The route optimization diagrams of the eight modes on kroA200 and nrw1379 are shown in Figs. 4 and 5, respectively. The pentagram red dot indicates the starting node, which is labeled node 0. The round green dot indicates the node whose location has changed. (a) shows the original distribution of nodes in the kroA200 and nrw1379 test sets. The figures from (b) to (i) provide 8 modes in the scheme library corresponding to the change in node location in each period, which is the result of 5000 iterations. Figs. 4 and 5 show the roadmap for online applications.
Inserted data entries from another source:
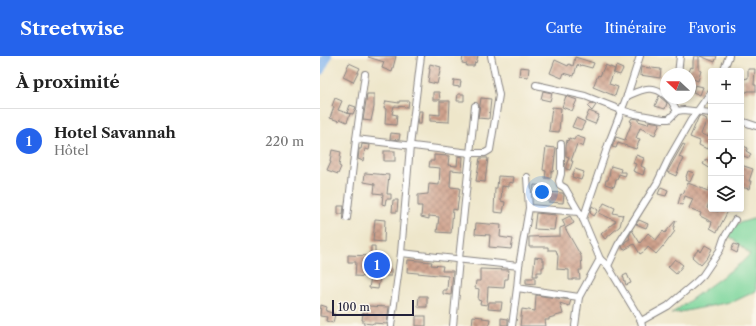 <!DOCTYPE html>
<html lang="fr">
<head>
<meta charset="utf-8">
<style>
  :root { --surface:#fff; --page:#f6f6f6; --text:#222; --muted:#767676; --line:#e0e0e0; --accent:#2563eb }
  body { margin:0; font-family:"Libre Caslon Text",serif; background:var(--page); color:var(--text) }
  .controls { position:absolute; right:12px; top:12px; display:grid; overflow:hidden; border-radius:4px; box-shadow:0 2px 6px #0003 }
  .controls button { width:36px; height:36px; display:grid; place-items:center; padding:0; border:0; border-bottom:1px solid var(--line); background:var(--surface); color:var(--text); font:20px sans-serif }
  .compass { position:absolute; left:340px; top:12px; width:36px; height:36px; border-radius:50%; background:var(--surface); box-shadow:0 2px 6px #0003; rotate:292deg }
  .scale { position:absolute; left:12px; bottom:10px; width:82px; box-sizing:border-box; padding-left:4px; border:2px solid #22223b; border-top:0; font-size:11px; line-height:14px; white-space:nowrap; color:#22223b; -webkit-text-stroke:3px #fbf7ec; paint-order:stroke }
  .you { position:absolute; left:222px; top:136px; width:14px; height:14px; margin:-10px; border:3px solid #fff; border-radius:50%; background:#1a73e8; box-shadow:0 0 0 6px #1a73e833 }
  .badge { display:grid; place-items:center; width:26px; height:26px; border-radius:50%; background:var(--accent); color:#fff; font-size:13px; font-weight:700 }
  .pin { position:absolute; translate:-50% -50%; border:2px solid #fff; box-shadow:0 1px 4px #0006 }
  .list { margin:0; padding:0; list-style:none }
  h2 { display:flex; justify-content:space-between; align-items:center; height:52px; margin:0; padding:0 16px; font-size:17px }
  h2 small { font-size:13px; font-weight:400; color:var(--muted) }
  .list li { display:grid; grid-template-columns:26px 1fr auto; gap:12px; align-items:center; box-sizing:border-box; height:64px; padding:0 16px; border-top:1px solid var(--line) }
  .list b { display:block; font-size:15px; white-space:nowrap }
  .list p { margin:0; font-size:13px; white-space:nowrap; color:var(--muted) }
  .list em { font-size:13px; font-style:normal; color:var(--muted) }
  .icon { flex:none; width:22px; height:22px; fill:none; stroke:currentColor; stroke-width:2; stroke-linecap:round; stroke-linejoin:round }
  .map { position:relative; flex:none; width:436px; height:270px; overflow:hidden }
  header { display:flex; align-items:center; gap:24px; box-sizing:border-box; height:56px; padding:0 20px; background:var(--accent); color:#fff }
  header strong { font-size:19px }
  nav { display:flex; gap:22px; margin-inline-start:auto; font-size:14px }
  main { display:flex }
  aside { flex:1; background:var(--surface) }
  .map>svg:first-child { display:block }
  .green { fill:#7dd69c; stroke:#507c6c }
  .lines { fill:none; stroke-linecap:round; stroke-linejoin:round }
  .river { stroke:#81b3ee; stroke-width:10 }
  .building { fill:url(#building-cross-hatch) }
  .street-casing { stroke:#888482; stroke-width:8 }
  .street { stroke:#fff; stroke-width:6 }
</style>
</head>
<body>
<header>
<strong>Streetwise</strong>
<nav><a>Carte</a><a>Itinéraire</a><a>Favoris</a></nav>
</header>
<main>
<aside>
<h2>À proximité<small></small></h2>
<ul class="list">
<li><span class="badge">1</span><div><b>Hotel Savannah</b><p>Hôtel</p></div><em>220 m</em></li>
</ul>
</aside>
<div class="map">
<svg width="436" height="270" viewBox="0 0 436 270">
  <defs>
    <pattern id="building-cross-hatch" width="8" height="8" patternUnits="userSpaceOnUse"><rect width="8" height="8" fill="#cfa28d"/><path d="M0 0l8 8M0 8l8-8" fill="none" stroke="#a88474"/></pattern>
  </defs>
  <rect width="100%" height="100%" fill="#fbf7ec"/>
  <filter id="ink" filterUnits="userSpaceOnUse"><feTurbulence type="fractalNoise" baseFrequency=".025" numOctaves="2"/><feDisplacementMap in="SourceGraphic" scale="8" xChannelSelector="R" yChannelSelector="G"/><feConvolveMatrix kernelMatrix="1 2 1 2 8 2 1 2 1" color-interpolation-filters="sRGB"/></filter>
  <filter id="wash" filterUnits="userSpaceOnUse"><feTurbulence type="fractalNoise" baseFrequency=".012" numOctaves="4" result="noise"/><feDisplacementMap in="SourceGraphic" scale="16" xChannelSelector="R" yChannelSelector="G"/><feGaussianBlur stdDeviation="0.9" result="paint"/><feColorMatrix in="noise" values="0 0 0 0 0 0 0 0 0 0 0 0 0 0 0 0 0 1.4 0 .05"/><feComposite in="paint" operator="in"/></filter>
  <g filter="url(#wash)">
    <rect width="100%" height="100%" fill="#eee6ca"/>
    <polygon class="green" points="436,162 436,235 415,245 351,258 421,207 430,198 406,177 416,168"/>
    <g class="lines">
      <polyline class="river" points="0,14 7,0"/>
    </g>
    <g id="blocks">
      <g class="building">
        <polygon points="49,0 76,0 72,16 62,12 64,6 48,1"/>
        <polygon points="143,0 158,0 156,7 155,6 154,10 146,10 147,8 142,7"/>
        <polygon points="374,0 379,0 379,14 381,15 378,25 370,22 370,18 368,18 371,11 373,12 373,5"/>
        <polygon points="380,0 397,0 395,6"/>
        <polygon points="255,1 274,7 272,12 261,9 261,10 257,9 254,20 244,17 242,22 230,17 235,4 248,10 249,8 253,10"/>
        <polygon points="29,7 40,12 33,26 23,21"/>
        <polygon points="110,8 121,11 117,28 108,26 110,13 109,13"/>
        <polygon points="285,9 295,13 296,10 303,13 300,19 294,17 295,13 289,28 298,31 295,40 273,31 278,19 280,20"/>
        <polygon points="200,11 209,12 208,21 199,20"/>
        <polygon points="321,11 341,13 340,22 320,19"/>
        <polygon points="428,13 435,13 434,29 436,29 436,35 428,35 427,36 423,36 424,28 423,25 424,23 428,22"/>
        <polygon points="134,24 141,25 140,31 133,30"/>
        <polygon points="375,29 383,31 380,39 373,36"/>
        <polygon points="223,35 232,37 230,45 221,43"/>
        <polygon points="113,36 119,36 120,44 113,44"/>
        <polygon points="47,38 54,38 54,51 51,65 43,64"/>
        <polygon points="138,38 144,38 144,45 137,45"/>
        <polygon points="246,40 257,44 252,55 242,51"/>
        <polygon points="339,40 347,47 345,53 335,50"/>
        <polygon points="15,42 22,45 18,54 30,58 27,66 20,63 19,65 10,62 14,51 12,50"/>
        <polygon points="161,42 171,43 169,63 158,62"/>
        <polygon points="66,45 79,47 79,45 89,45 88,51 74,50 72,58 77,59 76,69 65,68 66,52 64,52"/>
        <polygon points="120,45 130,45 129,66 110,65 110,58 120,59"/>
        <polygon points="271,47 276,49 272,55 268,51"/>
        <polygon points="30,49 36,51 33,58 27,57"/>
        <polygon points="232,51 241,52 239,76 229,75"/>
        <polygon points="99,55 102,55 101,68 97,68"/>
        <polygon points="269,55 279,59 275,68 265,64"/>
        <polygon points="379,60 387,63 381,78 391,82 387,93 379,89 380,85 370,81"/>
        <polygon points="256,62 265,66 261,74 252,71"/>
        <polygon points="312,62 318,63 318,65 328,68 329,65 340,67 335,79 320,72 316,82 320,83 316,93 298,87 296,92 292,91 296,81 305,84 312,66 310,65"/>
        <polygon points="71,77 80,78 79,84 70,83"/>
        <polygon points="256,80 265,83 263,91 257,88 251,105 253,105 250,114 246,113 246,110 249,101 246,100 246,91 247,84 248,85 249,82 254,84"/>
        <polygon points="42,88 50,89 49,94 45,93 43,105 38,103 39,93 41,93"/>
        <polygon points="363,88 365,89 359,101 364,103 362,107 361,107 356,120 347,116"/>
        <polygon points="421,89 428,92 426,95 431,98 429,102 421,99"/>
        <polygon points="226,91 236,92 233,116 231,115 231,122 225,122 226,115 223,114"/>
        <polygon points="12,94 21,96 19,110 21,111 18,118 7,114 11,105 10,105"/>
        <rect x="64" y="95" width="11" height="10"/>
        <polygon points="114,99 129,100 128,109 137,110 138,100 143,101 142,115 131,114 130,131 140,132 137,154 133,153 131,177 117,176 119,161 109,160 109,163 101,161 102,150 98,150 98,139 108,138 109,128 119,129 120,112 109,111 110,105 114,105"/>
        <polygon points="316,99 324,102 321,110 325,112 323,119 313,115 316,108 313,107"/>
        <polygon points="160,102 168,102 165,126 156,125"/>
        <polygon points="386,103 391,106 391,113 383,108"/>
        <polygon points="421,109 433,113 429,125 431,125 429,133 421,131 421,125 422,120 421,119"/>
        <polygon points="291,110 301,113 300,116 306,116 306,118 305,120 299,118 297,124 296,124 294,131 285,128 286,124 288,124"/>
        <polygon points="255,113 264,116 261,124 252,121"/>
        <polygon points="368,115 374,117 370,126 366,124 367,122 366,121"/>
        <polygon points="45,117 69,119 67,138 71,138 71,143 66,143 65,149 62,148 63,138 54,137 55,128 44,126"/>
        <polygon points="178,120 194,121 193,127 189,126 189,131 182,130 181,145 185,146 183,157 174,156 175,132 177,132"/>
        <polygon points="368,127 388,135 391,128 391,141 387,152 398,156 401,153 409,153 397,176 390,172 392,166 380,160 381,157 369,152 373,143 365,140 362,149 358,148 361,137 363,138"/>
        <polygon points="214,129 225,130 225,136 243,137 244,139 243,147 228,146 229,141 213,139"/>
        <polygon points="341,131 348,134 346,140 338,138"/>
        <polygon points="73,144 78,144 77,156 72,156"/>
        <polygon points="284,147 295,152 293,157 302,159 303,158 300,170 285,183 281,178 296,165 279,157"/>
        <polygon points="18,150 24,150 23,158 18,158"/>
        <polygon points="272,150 278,154 274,160 270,157"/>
        <polygon points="216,157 236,159 234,174 214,173"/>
        <polygon points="250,160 254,167 245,172 261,200 262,214 259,214 260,223 253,223 253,224 249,224 249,214 237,213 238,200 236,194 228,194 228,191 209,191 209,181 240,180 240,172 245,170 242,164"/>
        <polygon points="55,163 65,164 64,186 53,185"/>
        <polygon points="319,164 328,168 326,172 316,168"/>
        <polygon points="356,164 353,174 355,175 343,191 343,190 336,198 328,191 326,194 320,198 314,188 304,194 302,191 306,185 310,183 309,180 312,174 320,187 328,177 336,184 343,175 345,177"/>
        <polygon points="156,167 181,169 180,181 193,183 191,193 169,191 170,179 155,178"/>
        <polygon points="414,188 419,190 417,197 411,194"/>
        <polygon points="385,189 392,193 388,201 381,209 372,201 379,193 381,196"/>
        <polygon points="51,190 55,190 55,200 62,201 61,213 71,213 71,220 60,220 58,233 49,232 51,221 35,220 36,206 28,206 28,199 51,200"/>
        <polygon points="215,201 222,202 222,204 224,204 224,211 222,211 222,216 217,216 217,220 213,220"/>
        <polygon points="355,203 363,209 356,218 348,211"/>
        <polygon points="88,204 112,206 111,209 123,210 122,215 133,215 131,239 123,238 123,234 127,234 128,220 87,216"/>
        <polygon points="160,213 189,214 188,223 185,223 184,232 168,231 167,249 160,248 161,245 158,244 159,233 155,232 156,225 160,225"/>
        <polygon points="307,218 311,227 306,229 303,220"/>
        <polygon points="206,222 215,222 215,228 206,227"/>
        <polygon points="216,239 251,244 249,250 240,247 243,258 229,262 229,264 225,264 226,270 200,270 202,253 215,255"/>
        <polygon points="99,240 107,240 107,251 98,251"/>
        <polygon points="169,246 182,246 181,254 168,253"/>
        <polygon points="1,249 7,251 6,255 15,258 13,267 6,265 7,261 0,260"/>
        <polygon points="48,250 69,251 67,268 53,267 52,268 43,267 43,264 42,264 43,257 47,258"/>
        <rect x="96" y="260" width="10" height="10"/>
        <polygon points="153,260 163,261 162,262 170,263 169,270 152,270"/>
        <polygon points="181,262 188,263 188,269 181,269"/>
      </g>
    </g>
  </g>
  <g filter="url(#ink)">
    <use href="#blocks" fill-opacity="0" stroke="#888482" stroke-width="1"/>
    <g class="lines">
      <defs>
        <g id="street">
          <polyline points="403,15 409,0"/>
          <polyline points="45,18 36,83 150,97 165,97 170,94 179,39 171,0"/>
          <polyline points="358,18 360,0"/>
          <polyline points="216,29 265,40 301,54 315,58 343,63 349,63 357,55 364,54 391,57"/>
          <path d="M307,40C321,34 333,27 346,40"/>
          <polyline points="348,42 352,46 357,55"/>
          <polyline points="421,65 436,70"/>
          <polyline points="241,88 241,118 239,125 240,129 245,132 263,163 280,203 288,210 321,265 322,270"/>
          <polyline points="209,152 259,156"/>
          <polyline points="27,162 36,83"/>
          <polyline points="263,163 288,89 307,40 320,0"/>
          <polyline points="81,197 199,210"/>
          <polyline points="288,210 298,189 337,127 348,104 371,64 391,36"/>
          <polyline points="197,232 259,241"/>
          <polyline points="321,265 348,250 375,227 383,219 400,194 404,182 415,164"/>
          <polyline points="71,270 81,197 90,90 101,0"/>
          <polyline points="133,270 139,203 155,50"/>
          <polyline points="192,270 197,232 199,210 209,152 207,121"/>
          <polyline points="255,270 259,241 280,203"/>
        </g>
      </defs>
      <use href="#street" class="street-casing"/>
      <use href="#street" class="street"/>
    </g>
  </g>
</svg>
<div class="controls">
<button>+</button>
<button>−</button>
<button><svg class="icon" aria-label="locate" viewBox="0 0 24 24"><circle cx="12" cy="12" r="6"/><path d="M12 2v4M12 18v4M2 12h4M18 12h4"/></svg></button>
<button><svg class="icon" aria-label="layers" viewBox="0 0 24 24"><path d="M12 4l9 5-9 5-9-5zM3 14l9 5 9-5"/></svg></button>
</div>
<svg class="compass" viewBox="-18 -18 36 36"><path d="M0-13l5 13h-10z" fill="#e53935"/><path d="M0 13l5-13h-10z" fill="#767676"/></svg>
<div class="scale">100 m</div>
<div class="you"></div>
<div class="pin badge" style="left:57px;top:209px">1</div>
</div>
</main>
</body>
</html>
Figure 4: Node distribution position map and route scheme maps of instance kroA200. (a) Node distribution position map. (b) Route scheme map in environment t1. (c) t2. (d) t3. (e) t4. (f) t5. (g) t6. (h) t7. (i) t8

Figure 5: Node distribution position map and route scheme maps of instance nrw1379. (a) Node distribution position map. (b) Route scheme map in environment t1. (c) t2. (d) t3. (e) t4. (f) t5. (g) t6. (h) t7. (i) t8

5  Conclusion

In this paper, a new DTSP model is proposed and solved, focusing on the change in node positions over time. In this type of DTSP, a node will regularly change its location due to traffic or other factors during a certain period. This change occurs randomly. Second, this paper proposes an idea of offline optimization and online application. Several solutions are optimized in advance and stored in the scheme library in offline optimization. In the online application, when the environment has changed, and some roads are not feasible, this paper uses the solutions in the scheme library to provide optimal routes to the new similar environment. Third, to effectively solve DTSP via the development of the algorithm, this paper proposes an ACO with a 2-opt strategy. Because ACO is shown to be one of the most effective algorithms in solving TSP, ACO is adopted as the basic optimization method in the special DTSP model and carried out experiments to show its effectiveness of ACO. Our goal is that when the node positions change during this period, the algorithm can provide a new route in advance and minimize the total path length. The experimental results on the DTSP show that this strategy greatly improves the efficiency of the ACO.

Based on this paper, additional versions of DTSP can be extended for future work, and the solution will be more complex. Determining methods to balance the algorithm’s effectiveness and efficiency is a worthy research topic.

Funding Statement: This work was supported in part by the National Research Foundation of Korea (NRF-2021H1D3A2A01082705).

Conflicts of Interest: The authors declare that they have no conflicts of interest to report regarding the present study.